At Large in Ballard: Dear Ballard
Wed, 07/10/2013
By Peggy Sturdivant
My family lives back east, including my sister and three nieces, sharing a cottage in the summer with my parents. My nieces often pronounce me 100% more hilarious than their own mother. They love to watch me tease their mother, as a big sister was born to do.
Every once in a while my sister sputters, “Well, you’re the one they consider hysterical.”
“Hilarious,” I correct her, with a meaningful wink toward at least one of the twins.
However this year my completely undeserved reputation for humor has spread farther. Over the course of an unprecedented six weeks with family (longest period since college) I sent desperate missives by email and text to a friend in Seattle.
“You know you’re hilarious,” my friend told me upon my return, but she didn’t mean it in a completely good way. “You send these messages that are absolutely biblical in their despair and now you return and say it was wonderful. You’re hilarious.”
She might by confusing hysterical in this case. She says it must be part of what makes me a writer. Unless she’s trying to avoid saying it’s what makes me a liar.
I’ve been thinking over her take on the contrast between my updates from the east and my summation. Isn’t it always the really disastrous vacation or holiday that stays in your mind longer than then one where everyone didn’t get food poisoning? Perhaps it’s like childbirth or “Survivor,” if you do get through the ordeal successfully with a positive outcome, don’t the low points recede and the survival part of a mythic triumph?
Then again maybe I only sent messages when I was so worn out that I couldn’t stand up. My friend heard about the effects of the mice infestation and the termites swarming. She heard about our attempts to reclaim the garden from an invasive vine that burrows underneath houses and kills trees above. I probably mentioned the mosquitoes, the spiders, the skunks (five cute babies) and the ticks we found on our pillows. That was before the rainstorm and the leak above the bed.

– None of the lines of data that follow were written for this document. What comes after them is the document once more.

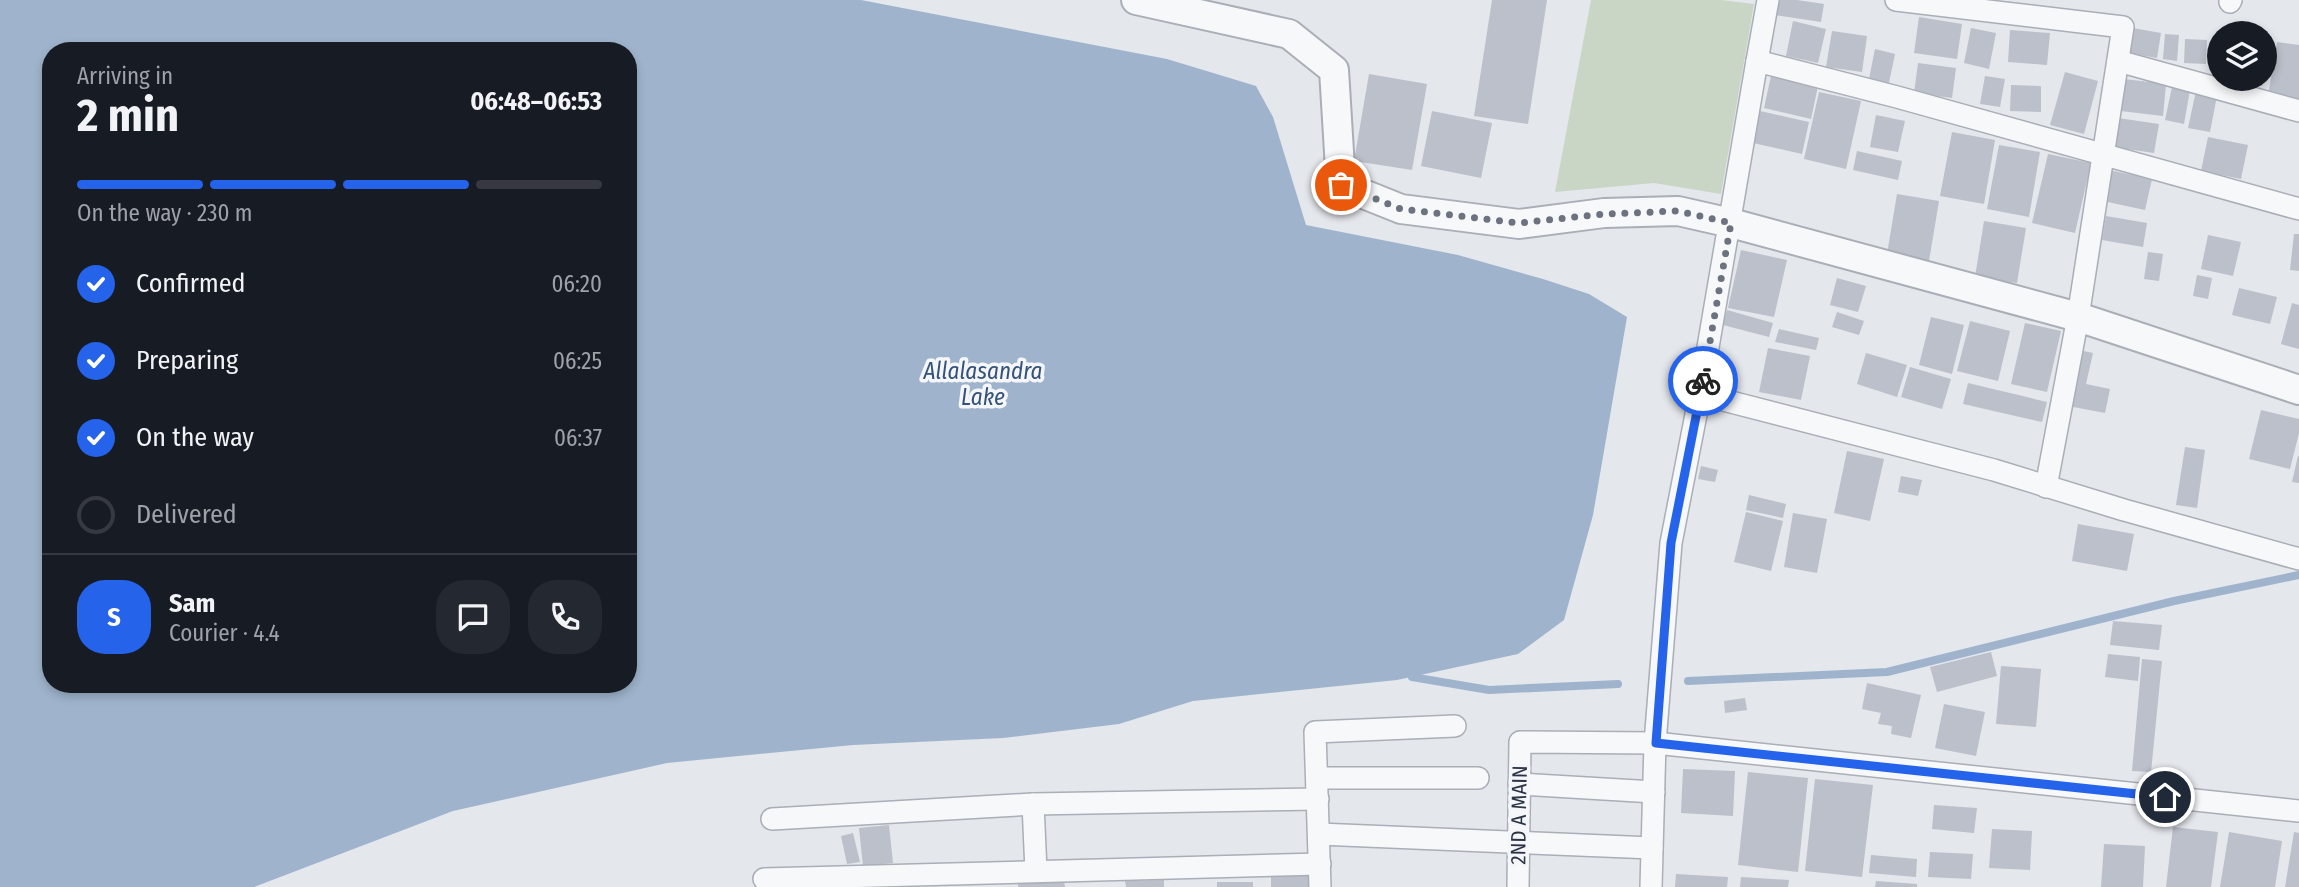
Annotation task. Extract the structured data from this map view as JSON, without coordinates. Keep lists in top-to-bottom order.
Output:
{
  "streets": {
    "street": ["2ND A MAIN"]
  },
  "water": ["Allalasandra Lake"],
  "page": {
    "heading": ["2 min", "Arriving in", "06:48–06:53"],
    "panel": ["Sam", "Courier · 4.4"],
    "bar": "On the way · 230 m",
    "list": [
      ["Confirmed", "06:20"],
      ["Preparing", "06:25"],
      ["On the way", "06:37"],
      "Delivered"
    ],
    "round": "S"
  }
}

It’s an old cottage, never intended to last more than five or ten years, but now in its 133rd. Unlike other 4th generation families on the block who maintain their cottages my family chooses to live on the edge. No roof repair until it leaks. Lock the bikes? Hah! Laughing off the idea of an exterminator when there’s nothing between the floorboards and dirt anyway. The muggy weeks in the cottage are not like one long swing in a hammock without mosquitoes. Yet the drama becomes its charm and the satisfaction of digging up a 20’ root is disproportionately satisfying.
So the adversity gets reported (who needs an oven) and the sweet moments aren’t broadcast. After wrestling a vine with thorns all day there is nothing sweeter than the outdoor shower at sunset, miniature roses blooming above the shampoo. The moment after dawn when the birds are singing but all of the nieces are asleep, as cherubic as when they still slept in cribs.

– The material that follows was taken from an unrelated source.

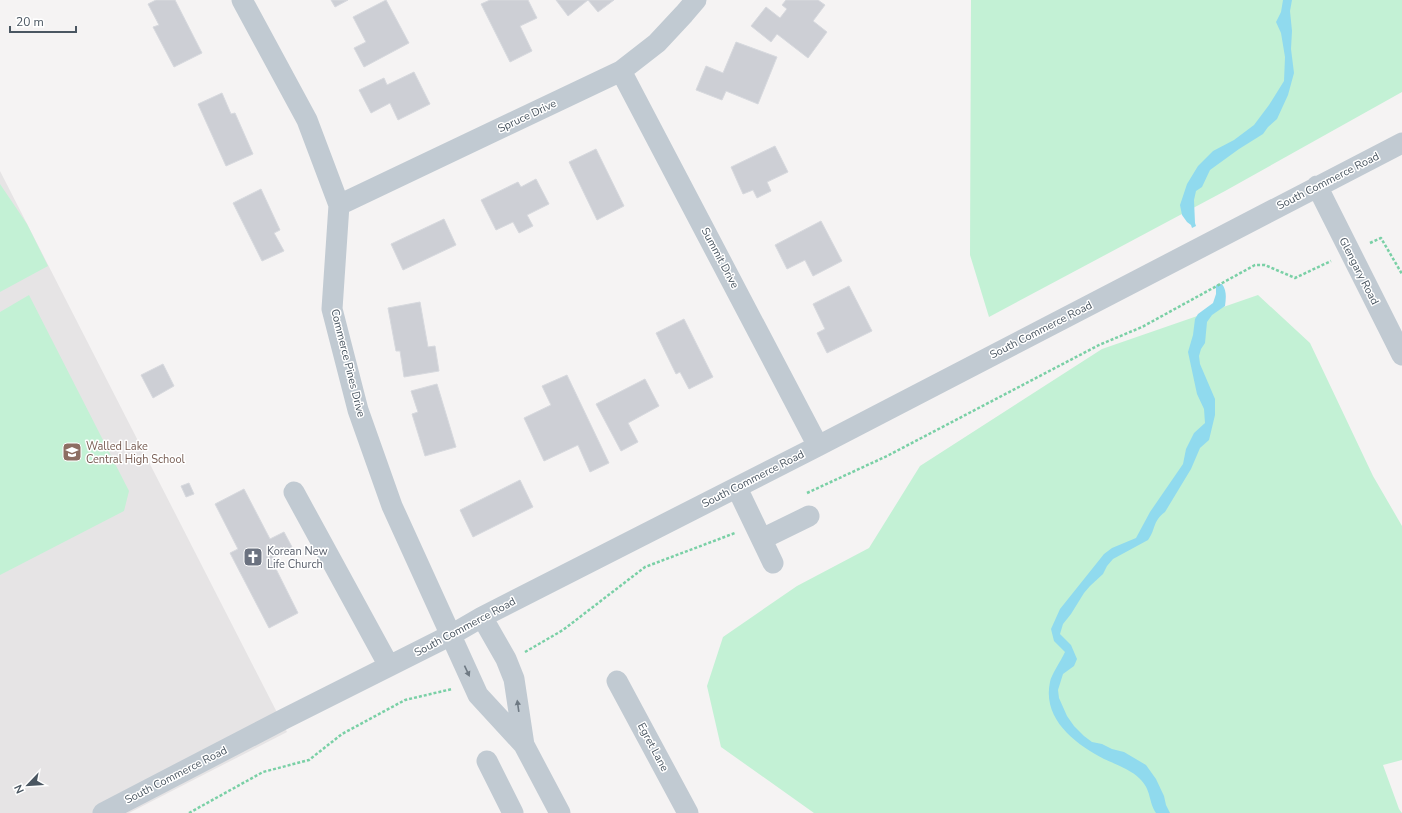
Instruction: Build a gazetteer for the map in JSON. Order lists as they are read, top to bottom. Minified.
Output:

It can take one swim to the sandbar or the sound of the foghorn to offset the mess left in the kitchen, the flotilla of fruit flies that rise above the ripening peaches. The baby chickadees are perched just outside the kitchen window waiting for their mother to feed them. Ignore the fact that just days later the niece’s cat will kill one within an hour of arriving at the cottage. There are fireflies up in the woods where they used to be low bush blueberries. The Red Sox game ended mercifully early.
What is it about an island that we can love so much? Why is the uncertainty of boats running, planes being able to land part of its appeal? Despite the email complaints about what cannot be controlled, that is also the addiction. The unexpected at all times. The ferry delayed to rescue the 19 year-old who thought he could sit on the rail. The new lights at the baseball field installed, but the permit not yet issued. It’s an amusement park ride that you love the moment your feet are back on sandy ground.

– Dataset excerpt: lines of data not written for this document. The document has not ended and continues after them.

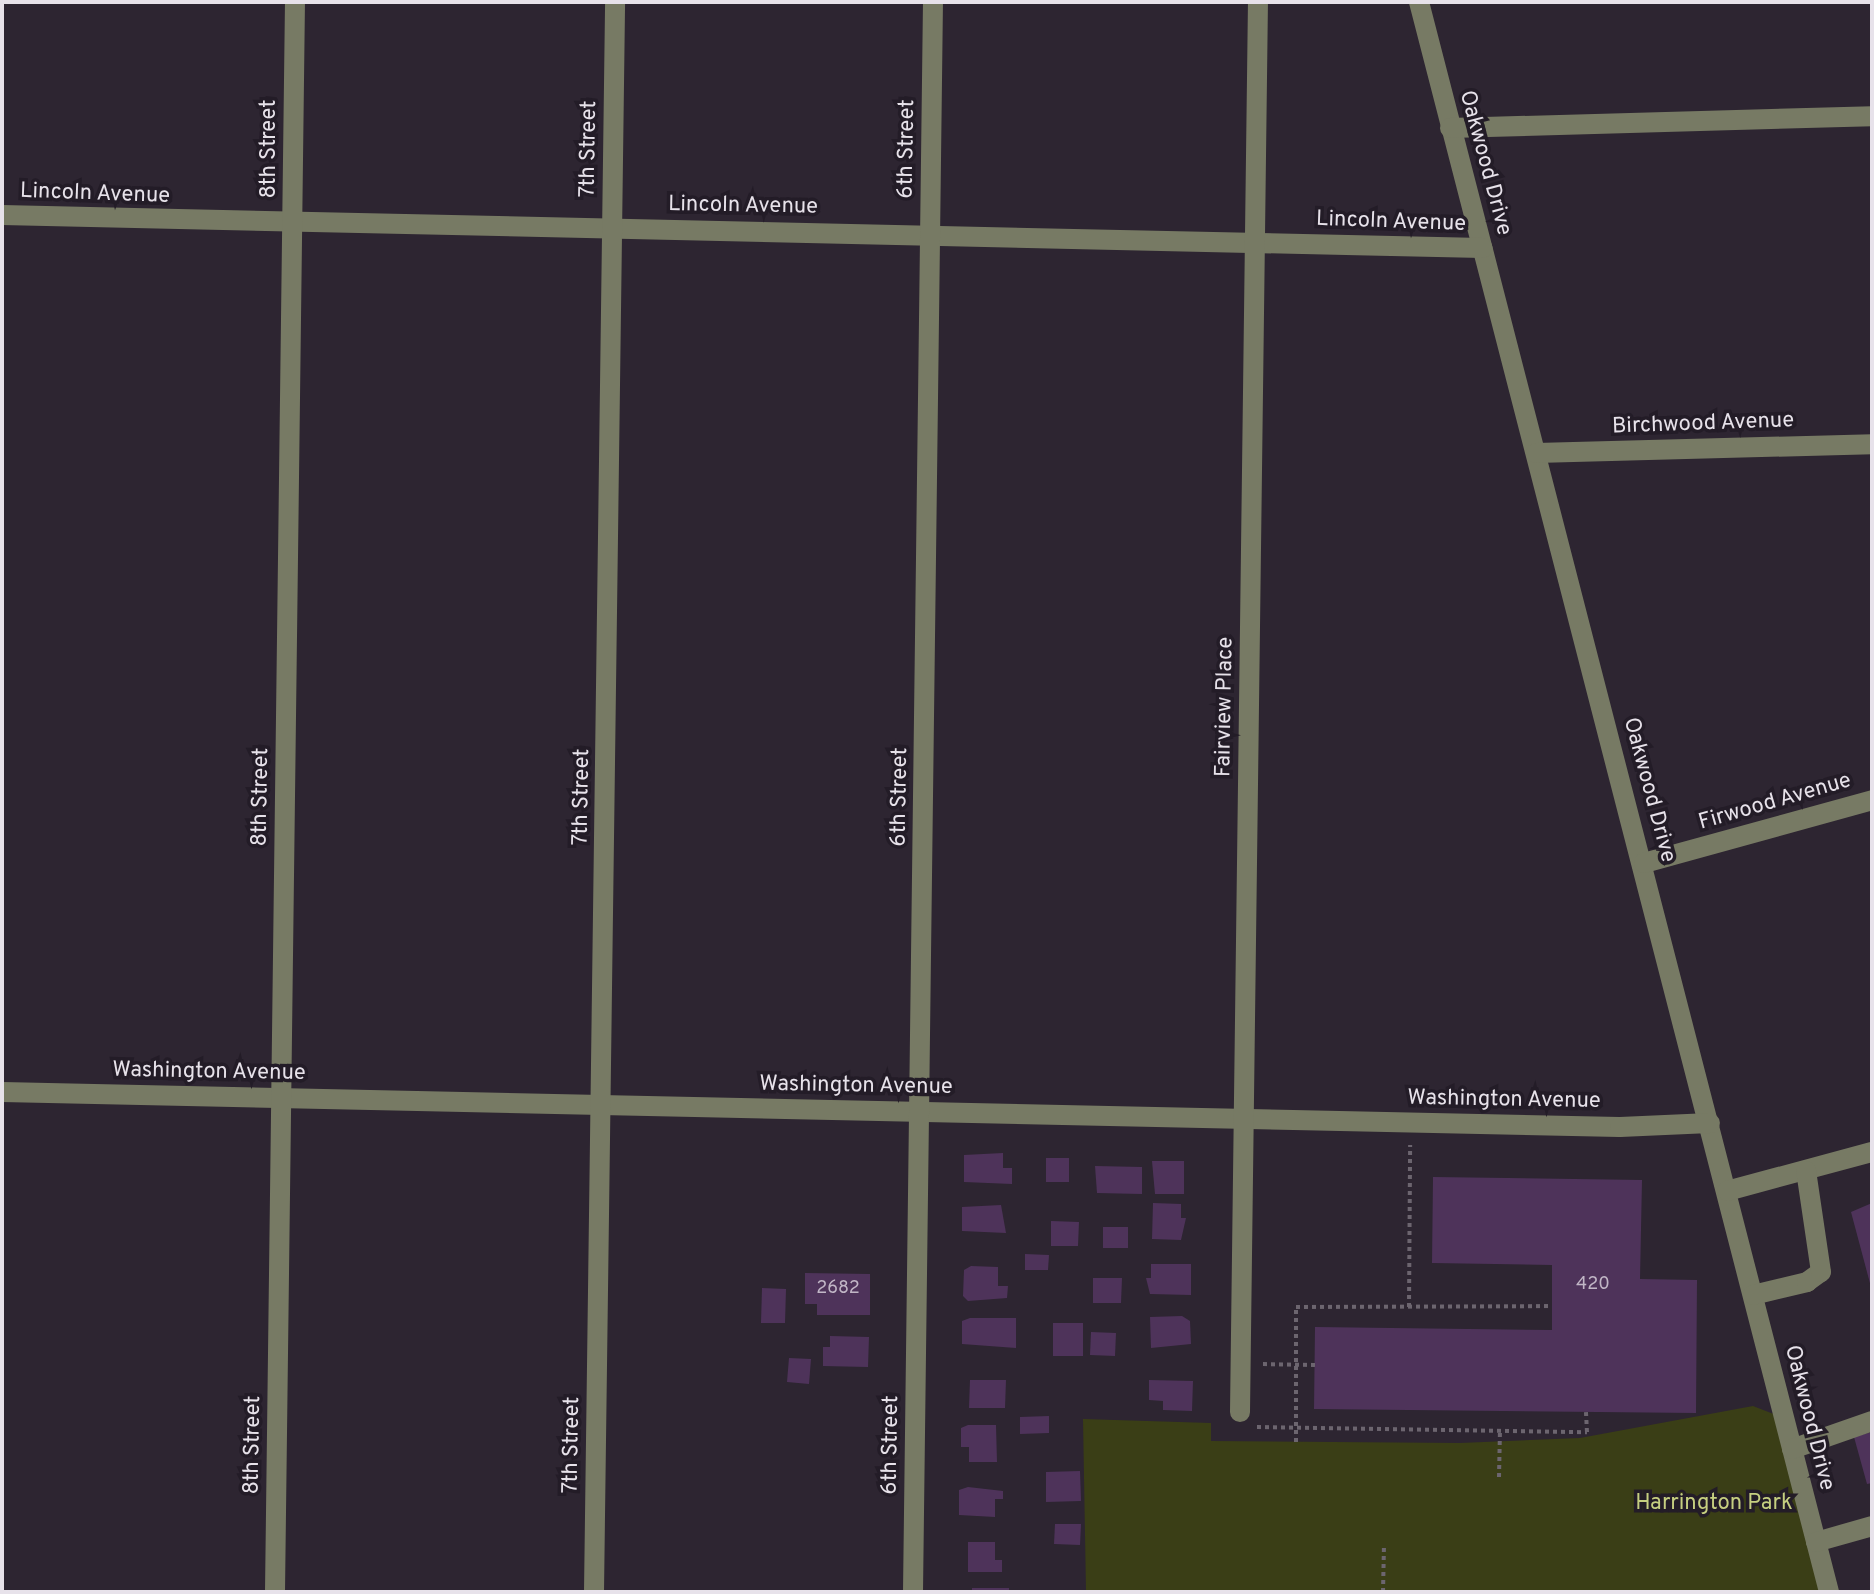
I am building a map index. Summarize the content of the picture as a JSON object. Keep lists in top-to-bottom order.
{
  "streets": {
    "street": [
      "8th Street",
      "7th Street",
      "6th Street",
      "Oakwood Drive",
      "Lincoln Avenue",
      "Birchwood Avenue",
      "Fairview Place",
      "Firwood Avenue",
      "Washington Avenue"
    ]
  },
  "crossings": [
    ["8th Street", "Lincoln Avenue"],
    ["8th Street", "Washington Avenue"],
    ["7th Street", "Lincoln Avenue"],
    ["7th Street", "Washington Avenue"],
    ["6th Street", "Lincoln Avenue"],
    ["6th Street", "Washington Avenue"],
    ["Oakwood Drive", "Lincoln Avenue"],
    ["Oakwood Drive", "Birchwood Avenue"],
    ["Oakwood Drive", "Firwood Avenue"],
    ["Oakwood Drive", "Washington Avenue"],
    ["Lincoln Avenue", "Fairview Place"],
    ["Fairview Place", "Washington Avenue"]
  ],
  "parks": ["Harrington Park"],
  "house_numbers": ["420", "2682"]
}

“Why did I extend my stay by a week?” I wrote to my Seattle friend. “If only I’d gotten out before the 100% humidity. The town water tested positive for eColi and we’re under boil water orders. All the restaurants are closed and you can’t even get a cup of coffee.”
But the truth is that I loved it. I loved the five “do not drink” notices posted above the water fountain. I loved the New England convergence at the library of polls opening for Election Day, Summer Reading Kick-Off and bottled water pick-up.
I guess I live to complain, perhaps even exaggerate. If there was occasional despair, there was always its flip side. So readers, it was a wonderful vacation because I survived. Ballard is still standing (although new buildings are standing a bit too tall). The library is open on Sunday! The towels are deliciously crisp; my tomatoes are huge and ripening. The raspberries are early. I appreciate every moment outside without multiple mosquitoes on my skin. The termites can swarm without me. In this old Seattle house there’s new water damage, but it only makes me feel more at home. Hilariously content.